Thursday, November 14, 2013
National Black Catholic History Month: Daniel Rudd
Daniel Rudd was born in 1854 to two slaves who lived on different plantations in the area of Bardstown, Ken. Both parents were Catholics. When he was baptized, his owner's daughter served as his sponsor.
After the Civil War, Rudd was educated in Ohio, where he worked as a journalist and founded a weekly newspaper, the Ohio State Tribune. He soon changed the name to the American Catholic Tribune (today known as the African American Catholic Tribune), which was the first Catholic publication owned and operated by a black man. He also worked for many years in Arkansas, where he invented a machine to load gravel and wrote a biography of the state's first black millionaire.

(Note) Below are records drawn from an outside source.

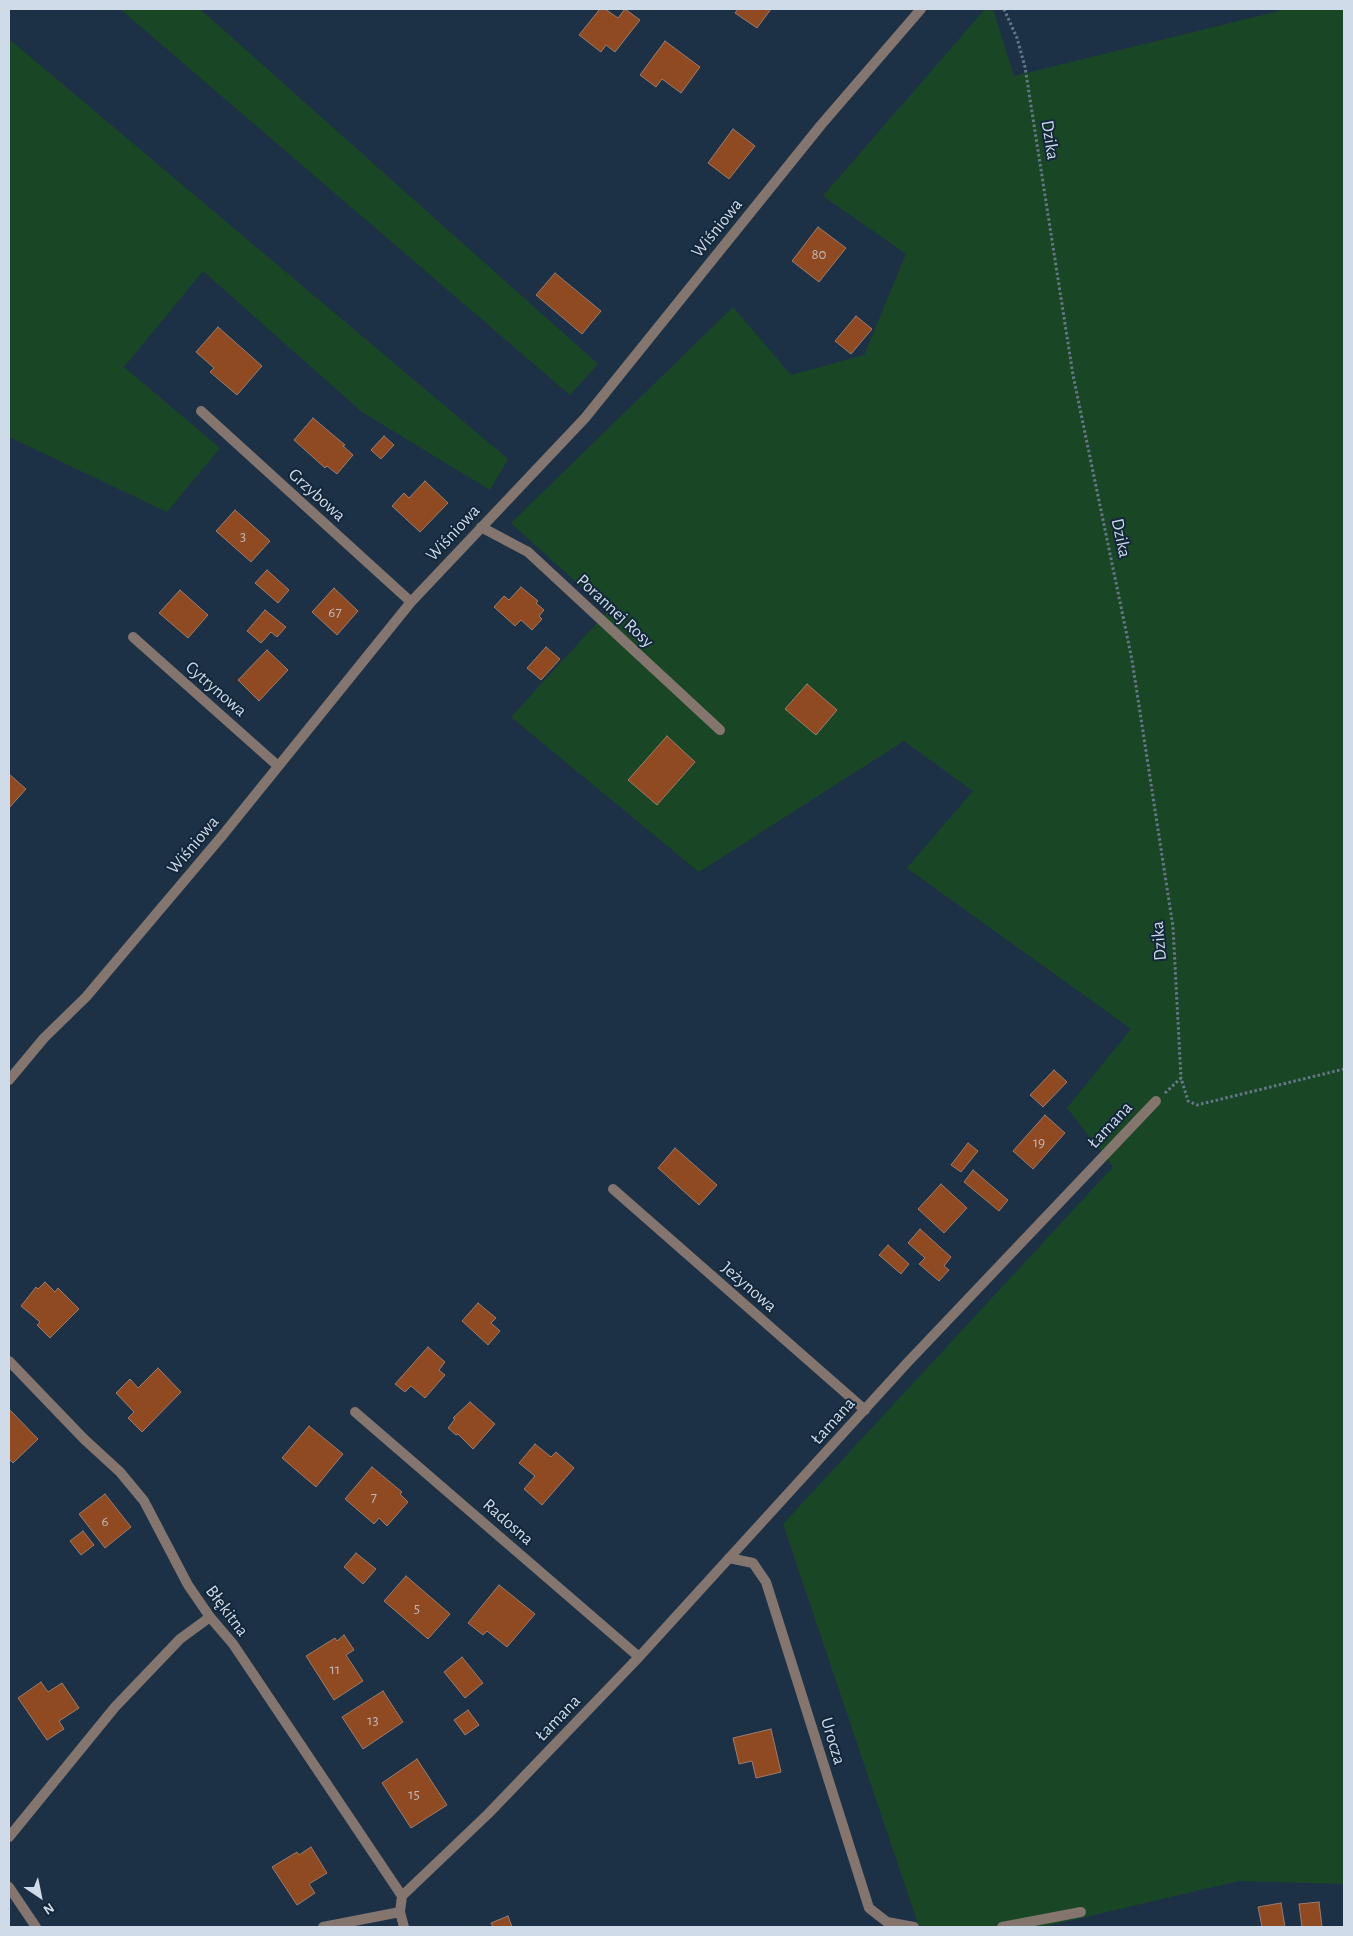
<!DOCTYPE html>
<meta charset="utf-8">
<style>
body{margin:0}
#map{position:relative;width:1353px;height:1936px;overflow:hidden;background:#1c3145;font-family:"Alegreya Sans",sans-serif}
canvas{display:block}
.frame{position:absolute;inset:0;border:10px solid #cfdbe9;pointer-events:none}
.north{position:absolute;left:15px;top:1871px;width:50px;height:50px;-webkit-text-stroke:4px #13273b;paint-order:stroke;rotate:146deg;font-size:14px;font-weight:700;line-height:20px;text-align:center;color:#cfdbe9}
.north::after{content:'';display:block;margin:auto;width:18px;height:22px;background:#cfdbe9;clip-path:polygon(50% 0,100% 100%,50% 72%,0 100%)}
</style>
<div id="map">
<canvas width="1353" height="1936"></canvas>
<div class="frame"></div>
<div class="north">N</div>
</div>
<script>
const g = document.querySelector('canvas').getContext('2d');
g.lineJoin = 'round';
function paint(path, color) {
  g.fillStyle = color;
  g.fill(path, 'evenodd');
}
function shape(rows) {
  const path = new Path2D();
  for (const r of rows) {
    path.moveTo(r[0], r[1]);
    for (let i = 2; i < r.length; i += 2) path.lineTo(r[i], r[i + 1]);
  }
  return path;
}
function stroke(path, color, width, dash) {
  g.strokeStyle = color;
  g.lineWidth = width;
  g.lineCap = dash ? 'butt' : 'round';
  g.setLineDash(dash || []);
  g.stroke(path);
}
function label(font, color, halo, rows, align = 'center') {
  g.font = font + ' "Alegreya Sans",sans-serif';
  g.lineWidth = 4;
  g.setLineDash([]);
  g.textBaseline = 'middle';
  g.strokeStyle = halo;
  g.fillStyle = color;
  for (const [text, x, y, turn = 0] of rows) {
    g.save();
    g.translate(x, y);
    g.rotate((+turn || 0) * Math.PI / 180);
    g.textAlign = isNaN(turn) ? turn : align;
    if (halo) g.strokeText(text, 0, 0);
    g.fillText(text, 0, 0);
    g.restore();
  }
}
const green = shape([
 [120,9,200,9,598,364,570,395],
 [985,9,993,9,1014,76,1287,9,1344,9,1344,1884,1239,1881,1043,1927,919,1927,783,1524,1113,1167,1067,1108,1131,1029,907,868,973,791,904,741,699,872,511,717,608,611,511,523,733,307,791,375,864,355,906,254,823,196],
 [9,39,508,459,490,490,362,412,203,271,124,367,220,448,167,512,9,437]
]);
const building = shape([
 [600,9,605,9,618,18,625,9,640,20,615,52,606,45,601,52,579,35,600,9],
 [738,9,771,9,757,28,735,13,738,9],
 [665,41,700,67,681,93,662,79,656,87,640,75,665,41],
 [733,129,755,146,729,179,708,163,733,129],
 [818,227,846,248,819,282,792,261,818,227],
 [555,273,601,311,582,334,536,295,555,273],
 [856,316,872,329,851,354,835,341,856,316],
 [218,327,262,366,237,395,210,372,214,368,196,352,218,327],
 [313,418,345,445,343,446,353,455,337,474,327,466,325,468,294,440,313,418],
 [384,436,394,445,381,459,371,450,384,436],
 [425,481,448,503,420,532,392,506,404,493,409,498,425,481],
 [235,510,270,541,251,562,216,531,235,510],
 [267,570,289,590,278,603,255,583,267,570],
 [521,587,538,601,536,603,544,610,539,616,542,619,532,630,521,620,515,626,494,607,504,596,509,600,521,587],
 [334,588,358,611,337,635,312,612,334,588],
 [180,590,208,615,188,638,159,613,180,590],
 [265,610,286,627,277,637,271,632,261,643,247,631,265,610],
 [546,647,560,659,541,680,527,668,546,647],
 [267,650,288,670,259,701,238,680,267,650],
 [807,684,837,710,816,735,785,709,807,684],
 [667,736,695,762,657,805,628,780,667,736],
 [9,774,26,789,9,808,9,774],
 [1054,1070,1067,1082,1043,1107,1030,1095,1054,1070],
 [1045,1115,1065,1133,1033,1169,1013,1151,1045,1115],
 [968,1143,978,1151,961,1172,951,1165,968,1143],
 [675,1148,717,1185,699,1205,658,1168,675,1148],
 [973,1170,1008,1200,999,1211,964,1182,973,1170],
 [941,1184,967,1208,944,1233,918,1209,941,1184],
 [920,1229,951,1257,944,1266,949,1270,939,1281,919,1264,925,1258,908,1243,920,1229],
 [888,1245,909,1264,901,1274,879,1255,888,1245],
 [45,1282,55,1292,58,1288,79,1309,50,1338,37,1325,40,1322,21,1306,36,1287,38,1289,45,1282],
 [478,1303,496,1318,491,1323,500,1331,488,1345,462,1321,478,1303],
 [428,1347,445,1362,439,1370,445,1375,425,1398,411,1386,405,1392,395,1384,428,1347],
 [158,1368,181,1392,142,1432,128,1418,134,1412,116,1393,130,1379,138,1388,158,1368],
 [470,1402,495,1424,473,1449,458,1434,456,1435,448,1428,455,1419,453,1418,470,1402],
 [9,1409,38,1439,13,1463,9,1459,9,1409],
 [309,1426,343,1454,316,1487,282,1458,309,1426],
 [535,1444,551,1457,556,1452,574,1468,542,1505,524,1489,535,1476,519,1463,535,1444],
 [372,1467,402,1492,400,1494,408,1502,387,1526,379,1518,374,1524,345,1499,372,1467],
 [105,1494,131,1527,105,1548,79,1514,105,1494],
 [83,1531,94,1545,81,1555,70,1541,83,1531],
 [356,1553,376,1569,363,1584,344,1567,356,1553],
 [406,1576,450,1614,428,1639,384,1601,406,1576],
 [499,1585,535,1614,507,1647,487,1631,483,1635,468,1623,499,1585],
 [344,1635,354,1650,346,1655,363,1681,334,1700,306,1656,335,1638,337,1641,344,1635],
 [462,1657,483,1683,465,1698,444,1672,462,1657],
 [41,1682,48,1692,62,1683,79,1708,59,1721,64,1729,47,1740,18,1698,41,1682],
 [383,1691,403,1722,363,1749,342,1717,383,1691],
 [468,1710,479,1725,465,1735,454,1720,468,1710],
 [771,1729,781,1772,756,1778,752,1761,739,1764,733,1738,771,1729],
 [417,1759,447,1805,411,1828,382,1783,417,1759],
 [311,1847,327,1873,309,1884,315,1893,297,1905,272,1867,297,1852,299,1855,311,1847],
 [1319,1902,1322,1927,1302,1927,1299,1904,1319,1902],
 [1281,1903,1285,1927,1262,1927,1258,1907,1281,1903],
 [508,1916,512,1927,493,1927,491,1923,508,1916]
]);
const path = shape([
 [1004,9,1017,38,1025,67,1073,375,1132,660,1173,927,1181,1078],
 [1165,1093,1181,1078,1188,1101,1197,1105,1344,1069]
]);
const minor = shape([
 [201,411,411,602],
 [481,527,528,552,720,730],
 [133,637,278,766],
 [9,1080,44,1038,86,997,222,836,411,602,585,418,821,125,921,9],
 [613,1189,865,1410],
 [9,1361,84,1439,120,1472,144,1501,188,1585,210,1617,233,1644,402,1896],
 [355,1412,639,1657],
 [729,1558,753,1563,766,1582,869,1908,887,1922,914,1927],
 [9,1837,115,1707,180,1639,210,1617],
 [9,1887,36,1927],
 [323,1927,400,1912],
 [404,1927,400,1912,402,1896,488,1814,639,1657,907,1363,1156,1101],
 [1002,1927,1081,1912]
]);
const numberNames = [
 ["80",819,254],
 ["3",243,536],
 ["67",335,612],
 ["19",1039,1142],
 ["7",374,1497],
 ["6",105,1521],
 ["5",417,1608],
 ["11",335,1669],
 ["13",373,1720],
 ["15",414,1794]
];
const streetNames = [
 ["Dzika",1050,140,81],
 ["Wiśniowa",717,228,-51],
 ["Grzybowa",317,495,42],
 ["Wiśniowa",453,533,-47],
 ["Dzika",1121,538,78],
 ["Porannej Rosy",615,611,43],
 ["Cytrynowa",216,689,41],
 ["Wiśniowa",193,845,-50],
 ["Dzika",1159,941,-95],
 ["Łamana",1110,1125,-47],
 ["Jeżynowa",749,1287,41],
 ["Łamana",833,1421,-48],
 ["Radosna",508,1522,41],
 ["Błękitna",227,1611,53],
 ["Łamana",558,1718,-46],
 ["Urocza",833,1741,73]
];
paint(green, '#194726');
paint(building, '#8f4a22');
stroke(building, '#9c7d6d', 1);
stroke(path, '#667789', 3, [2.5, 2.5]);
stroke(minor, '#84756f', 10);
label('15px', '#bfb7b7', null, numberNames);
label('18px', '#cfdbe9', '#13273b', streetNames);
</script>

Rudd, who wanted to find a way to unite black Catholics and fight for their equality within the Church, founded the National Black Catholic Congress, then known as the Colored Catholic Congress, in 1889. During the first gathering, in Washington, D.C., President Grover Cleveland invited the group's leaders to the White House. Fr. Augustus Tolton, a man whom many consider to be the first black American Catholic priest, celebrated Mass for the group.
Rudd died in 1933, but the organization he founded still lives on. NBCC had its most recent conference in 2012 in Indianapolis.